What to do: Transcribe the closing lines of the listing exactly, starting at the one that contains "20V5M6 11l6-6 6" and including the last.
________________________
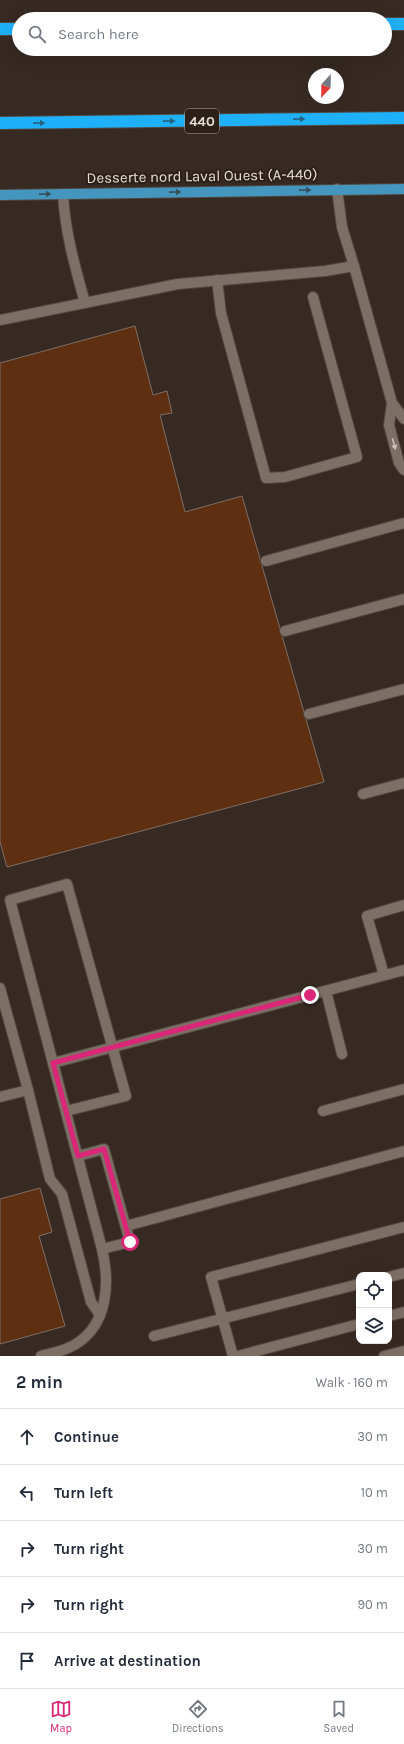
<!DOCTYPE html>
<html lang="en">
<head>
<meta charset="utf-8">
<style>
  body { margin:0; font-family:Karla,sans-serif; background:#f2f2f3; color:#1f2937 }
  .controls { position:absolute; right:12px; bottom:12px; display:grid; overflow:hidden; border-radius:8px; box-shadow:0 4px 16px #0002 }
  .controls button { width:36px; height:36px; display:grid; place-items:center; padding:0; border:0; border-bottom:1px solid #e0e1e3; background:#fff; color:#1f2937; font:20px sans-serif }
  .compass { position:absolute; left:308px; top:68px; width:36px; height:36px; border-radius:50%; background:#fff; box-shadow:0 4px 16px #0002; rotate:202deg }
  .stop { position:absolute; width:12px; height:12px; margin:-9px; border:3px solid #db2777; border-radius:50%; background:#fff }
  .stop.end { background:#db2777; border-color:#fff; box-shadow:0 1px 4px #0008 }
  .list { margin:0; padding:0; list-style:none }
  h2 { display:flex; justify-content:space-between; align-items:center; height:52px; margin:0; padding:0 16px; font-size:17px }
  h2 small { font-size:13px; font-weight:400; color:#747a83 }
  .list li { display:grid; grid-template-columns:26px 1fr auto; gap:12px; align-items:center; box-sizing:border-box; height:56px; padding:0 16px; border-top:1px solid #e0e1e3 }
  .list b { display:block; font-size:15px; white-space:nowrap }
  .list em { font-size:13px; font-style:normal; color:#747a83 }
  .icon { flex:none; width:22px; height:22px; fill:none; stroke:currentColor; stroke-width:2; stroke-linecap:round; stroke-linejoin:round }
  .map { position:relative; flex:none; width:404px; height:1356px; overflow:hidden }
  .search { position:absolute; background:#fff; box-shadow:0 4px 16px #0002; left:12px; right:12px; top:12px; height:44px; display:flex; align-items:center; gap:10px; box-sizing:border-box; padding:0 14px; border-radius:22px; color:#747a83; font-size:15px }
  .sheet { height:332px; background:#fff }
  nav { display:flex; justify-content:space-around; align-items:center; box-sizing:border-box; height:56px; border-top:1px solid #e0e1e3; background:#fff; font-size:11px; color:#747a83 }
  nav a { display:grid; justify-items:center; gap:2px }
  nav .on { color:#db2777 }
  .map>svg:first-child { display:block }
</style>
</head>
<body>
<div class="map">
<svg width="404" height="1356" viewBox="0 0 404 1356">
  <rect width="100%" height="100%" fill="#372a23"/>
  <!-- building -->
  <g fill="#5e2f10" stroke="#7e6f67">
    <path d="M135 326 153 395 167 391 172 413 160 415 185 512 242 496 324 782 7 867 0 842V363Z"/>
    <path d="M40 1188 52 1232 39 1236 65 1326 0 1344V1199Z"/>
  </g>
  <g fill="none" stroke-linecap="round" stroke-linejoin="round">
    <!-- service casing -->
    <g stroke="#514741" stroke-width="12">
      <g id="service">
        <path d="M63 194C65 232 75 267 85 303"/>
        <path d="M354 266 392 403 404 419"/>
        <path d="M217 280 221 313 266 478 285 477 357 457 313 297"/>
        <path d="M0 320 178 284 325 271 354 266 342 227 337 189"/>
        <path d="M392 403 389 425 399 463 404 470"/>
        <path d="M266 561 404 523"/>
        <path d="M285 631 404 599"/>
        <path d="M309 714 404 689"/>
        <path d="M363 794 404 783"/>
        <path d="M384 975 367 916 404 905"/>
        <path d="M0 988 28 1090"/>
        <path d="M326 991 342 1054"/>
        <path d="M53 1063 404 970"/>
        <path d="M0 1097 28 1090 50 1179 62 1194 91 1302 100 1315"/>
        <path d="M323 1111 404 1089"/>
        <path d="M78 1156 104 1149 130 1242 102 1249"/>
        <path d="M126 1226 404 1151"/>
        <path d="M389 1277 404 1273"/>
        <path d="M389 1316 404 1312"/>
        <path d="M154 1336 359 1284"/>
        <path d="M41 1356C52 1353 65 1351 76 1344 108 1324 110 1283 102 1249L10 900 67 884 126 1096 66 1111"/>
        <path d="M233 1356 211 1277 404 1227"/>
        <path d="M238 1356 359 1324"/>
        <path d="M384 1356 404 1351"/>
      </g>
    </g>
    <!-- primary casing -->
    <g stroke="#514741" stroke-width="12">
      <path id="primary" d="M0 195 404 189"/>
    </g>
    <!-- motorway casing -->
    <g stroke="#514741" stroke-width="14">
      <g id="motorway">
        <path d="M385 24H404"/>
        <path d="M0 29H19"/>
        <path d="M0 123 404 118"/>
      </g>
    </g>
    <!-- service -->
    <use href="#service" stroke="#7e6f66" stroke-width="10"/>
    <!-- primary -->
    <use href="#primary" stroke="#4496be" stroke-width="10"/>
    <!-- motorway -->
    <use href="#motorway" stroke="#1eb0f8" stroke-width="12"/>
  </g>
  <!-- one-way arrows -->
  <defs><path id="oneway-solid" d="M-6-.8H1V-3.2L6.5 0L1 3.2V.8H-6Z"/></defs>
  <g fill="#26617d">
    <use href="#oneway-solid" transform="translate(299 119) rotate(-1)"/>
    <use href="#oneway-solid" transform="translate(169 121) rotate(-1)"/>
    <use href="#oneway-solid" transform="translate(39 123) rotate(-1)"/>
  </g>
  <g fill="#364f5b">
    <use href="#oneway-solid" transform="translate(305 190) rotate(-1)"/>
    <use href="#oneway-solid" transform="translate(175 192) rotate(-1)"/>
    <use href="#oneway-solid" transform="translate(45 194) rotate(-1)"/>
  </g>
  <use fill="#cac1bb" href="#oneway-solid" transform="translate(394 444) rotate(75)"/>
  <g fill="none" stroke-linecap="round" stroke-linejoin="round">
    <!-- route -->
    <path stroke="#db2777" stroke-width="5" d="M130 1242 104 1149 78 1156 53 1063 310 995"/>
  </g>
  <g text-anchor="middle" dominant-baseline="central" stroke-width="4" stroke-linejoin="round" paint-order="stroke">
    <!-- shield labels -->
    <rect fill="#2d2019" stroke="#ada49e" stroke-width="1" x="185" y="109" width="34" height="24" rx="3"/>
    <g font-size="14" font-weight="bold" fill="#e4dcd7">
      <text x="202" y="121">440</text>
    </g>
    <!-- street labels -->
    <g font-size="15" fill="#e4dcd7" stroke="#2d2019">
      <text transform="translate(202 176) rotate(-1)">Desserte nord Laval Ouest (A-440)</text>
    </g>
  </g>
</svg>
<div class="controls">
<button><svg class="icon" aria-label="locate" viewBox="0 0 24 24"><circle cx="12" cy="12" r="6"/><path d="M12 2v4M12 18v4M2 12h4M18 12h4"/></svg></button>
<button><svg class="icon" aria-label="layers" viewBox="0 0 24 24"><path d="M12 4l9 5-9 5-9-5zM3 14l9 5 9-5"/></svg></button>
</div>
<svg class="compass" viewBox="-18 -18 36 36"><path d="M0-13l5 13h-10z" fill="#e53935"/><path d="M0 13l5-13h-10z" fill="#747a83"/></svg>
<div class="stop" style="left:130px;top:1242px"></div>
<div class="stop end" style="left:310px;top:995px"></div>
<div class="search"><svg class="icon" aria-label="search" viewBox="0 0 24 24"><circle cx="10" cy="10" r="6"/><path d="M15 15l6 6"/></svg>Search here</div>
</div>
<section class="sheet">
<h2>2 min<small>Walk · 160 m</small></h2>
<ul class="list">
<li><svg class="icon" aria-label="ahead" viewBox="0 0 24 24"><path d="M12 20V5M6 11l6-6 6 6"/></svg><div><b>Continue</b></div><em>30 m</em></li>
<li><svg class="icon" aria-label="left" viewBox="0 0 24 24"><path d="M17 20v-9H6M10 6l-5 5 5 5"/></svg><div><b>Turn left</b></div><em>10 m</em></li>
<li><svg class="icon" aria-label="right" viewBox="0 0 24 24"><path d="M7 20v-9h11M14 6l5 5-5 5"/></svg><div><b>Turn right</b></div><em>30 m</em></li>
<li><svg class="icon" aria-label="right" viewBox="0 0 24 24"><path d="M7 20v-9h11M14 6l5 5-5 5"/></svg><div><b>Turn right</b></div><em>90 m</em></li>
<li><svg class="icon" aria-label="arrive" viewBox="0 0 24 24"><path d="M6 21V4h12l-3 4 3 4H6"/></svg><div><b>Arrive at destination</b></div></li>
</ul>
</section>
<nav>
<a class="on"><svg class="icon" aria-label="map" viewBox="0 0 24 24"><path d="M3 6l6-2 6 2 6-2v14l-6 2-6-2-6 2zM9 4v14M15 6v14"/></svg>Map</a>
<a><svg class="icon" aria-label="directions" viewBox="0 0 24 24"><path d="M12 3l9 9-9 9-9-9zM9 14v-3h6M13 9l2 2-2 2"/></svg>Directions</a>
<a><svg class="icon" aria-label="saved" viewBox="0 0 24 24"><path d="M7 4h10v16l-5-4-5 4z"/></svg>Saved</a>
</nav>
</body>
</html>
________________________
Result of this task:
<li><svg class="icon" aria-label="ahead" viewBox="0 0 24 24"><path d="M12 20V5M6 11l6-6 6 6"/></svg><div><b>Continue</b></div><em>30 m</em></li>
<li><svg class="icon" aria-label="left" viewBox="0 0 24 24"><path d="M17 20v-9H6M10 6l-5 5 5 5"/></svg><div><b>Turn left</b></div><em>10 m</em></li>
<li><svg class="icon" aria-label="right" viewBox="0 0 24 24"><path d="M7 20v-9h11M14 6l5 5-5 5"/></svg><div><b>Turn right</b></div><em>30 m</em></li>
<li><svg class="icon" aria-label="right" viewBox="0 0 24 24"><path d="M7 20v-9h11M14 6l5 5-5 5"/></svg><div><b>Turn right</b></div><em>90 m</em></li>
<li><svg class="icon" aria-label="arrive" viewBox="0 0 24 24"><path d="M6 21V4h12l-3 4 3 4H6"/></svg><div><b>Arrive at destination</b></div></li>
</ul>
</section>
<nav>
<a class="on"><svg class="icon" aria-label="map" viewBox="0 0 24 24"><path d="M3 6l6-2 6 2 6-2v14l-6 2-6-2-6 2zM9 4v14M15 6v14"/></svg>Map</a>
<a><svg class="icon" aria-label="directions" viewBox="0 0 24 24"><path d="M12 3l9 9-9 9-9-9zM9 14v-3h6M13 9l2 2-2 2"/></svg>Directions</a>
<a><svg class="icon" aria-label="saved" viewBox="0 0 24 24"><path d="M7 4h10v16l-5-4-5 4z"/></svg>Saved</a>
</nav>
</body>
</html>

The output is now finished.